START Recorded data

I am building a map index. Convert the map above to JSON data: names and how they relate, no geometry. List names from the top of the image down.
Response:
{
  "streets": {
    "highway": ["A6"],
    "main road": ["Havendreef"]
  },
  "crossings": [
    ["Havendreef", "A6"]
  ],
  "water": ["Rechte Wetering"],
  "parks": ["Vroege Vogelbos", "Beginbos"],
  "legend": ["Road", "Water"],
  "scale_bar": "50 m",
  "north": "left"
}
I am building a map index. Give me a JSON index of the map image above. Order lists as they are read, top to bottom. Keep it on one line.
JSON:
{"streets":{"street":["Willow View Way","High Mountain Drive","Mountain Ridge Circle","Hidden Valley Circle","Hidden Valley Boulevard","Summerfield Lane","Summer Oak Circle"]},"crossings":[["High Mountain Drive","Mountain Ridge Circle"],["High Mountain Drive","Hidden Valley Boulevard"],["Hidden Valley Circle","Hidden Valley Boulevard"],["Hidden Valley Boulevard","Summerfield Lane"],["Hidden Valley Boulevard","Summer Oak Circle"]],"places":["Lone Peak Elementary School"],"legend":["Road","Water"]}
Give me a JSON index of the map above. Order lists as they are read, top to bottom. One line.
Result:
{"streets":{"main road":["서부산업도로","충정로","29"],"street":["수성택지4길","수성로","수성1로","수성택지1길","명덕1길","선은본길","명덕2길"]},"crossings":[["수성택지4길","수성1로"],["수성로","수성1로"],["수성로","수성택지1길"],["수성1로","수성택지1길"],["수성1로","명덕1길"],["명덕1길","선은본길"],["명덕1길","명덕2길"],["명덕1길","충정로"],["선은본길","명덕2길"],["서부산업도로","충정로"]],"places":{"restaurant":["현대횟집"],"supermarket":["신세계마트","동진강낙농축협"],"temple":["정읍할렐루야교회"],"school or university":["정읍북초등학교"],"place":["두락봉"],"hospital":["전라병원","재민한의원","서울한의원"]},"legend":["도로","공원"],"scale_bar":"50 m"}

END Recorded data

Set down no line except those from the one with "Give me a JSON index of the map above." to the last line of the data, inclusive, each exactly as written.

Give me a JSON index of the map above. Order lists as they are read, top to bottom. One line.
Result:
{"streets":{"main road":["서부산업도로","충정로","29"],"street":["수성택지4길","수성로","수성1로","수성택지1길","명덕1길","선은본길","명덕2길"]},"crossings":[["수성택지4길","수성1로"],["수성로","수성1로"],["수성로","수성택지1길"],["수성1로","수성택지1길"],["수성1로","명덕1길"],["명덕1길","선은본길"],["명덕1길","명덕2길"],["명덕1길","충정로"],["선은본길","명덕2길"],["서부산업도로","충정로"]],"places":{"restaurant":["현대횟집"],"supermarket":["신세계마트","동진강낙농축협"],"temple":["정읍할렐루야교회"],"school or university":["정읍북초등학교"],"place":["두락봉"],"hospital":["전라병원","재민한의원","서울한의원"]},"legend":["도로","공원"],"scale_bar":"50 m"}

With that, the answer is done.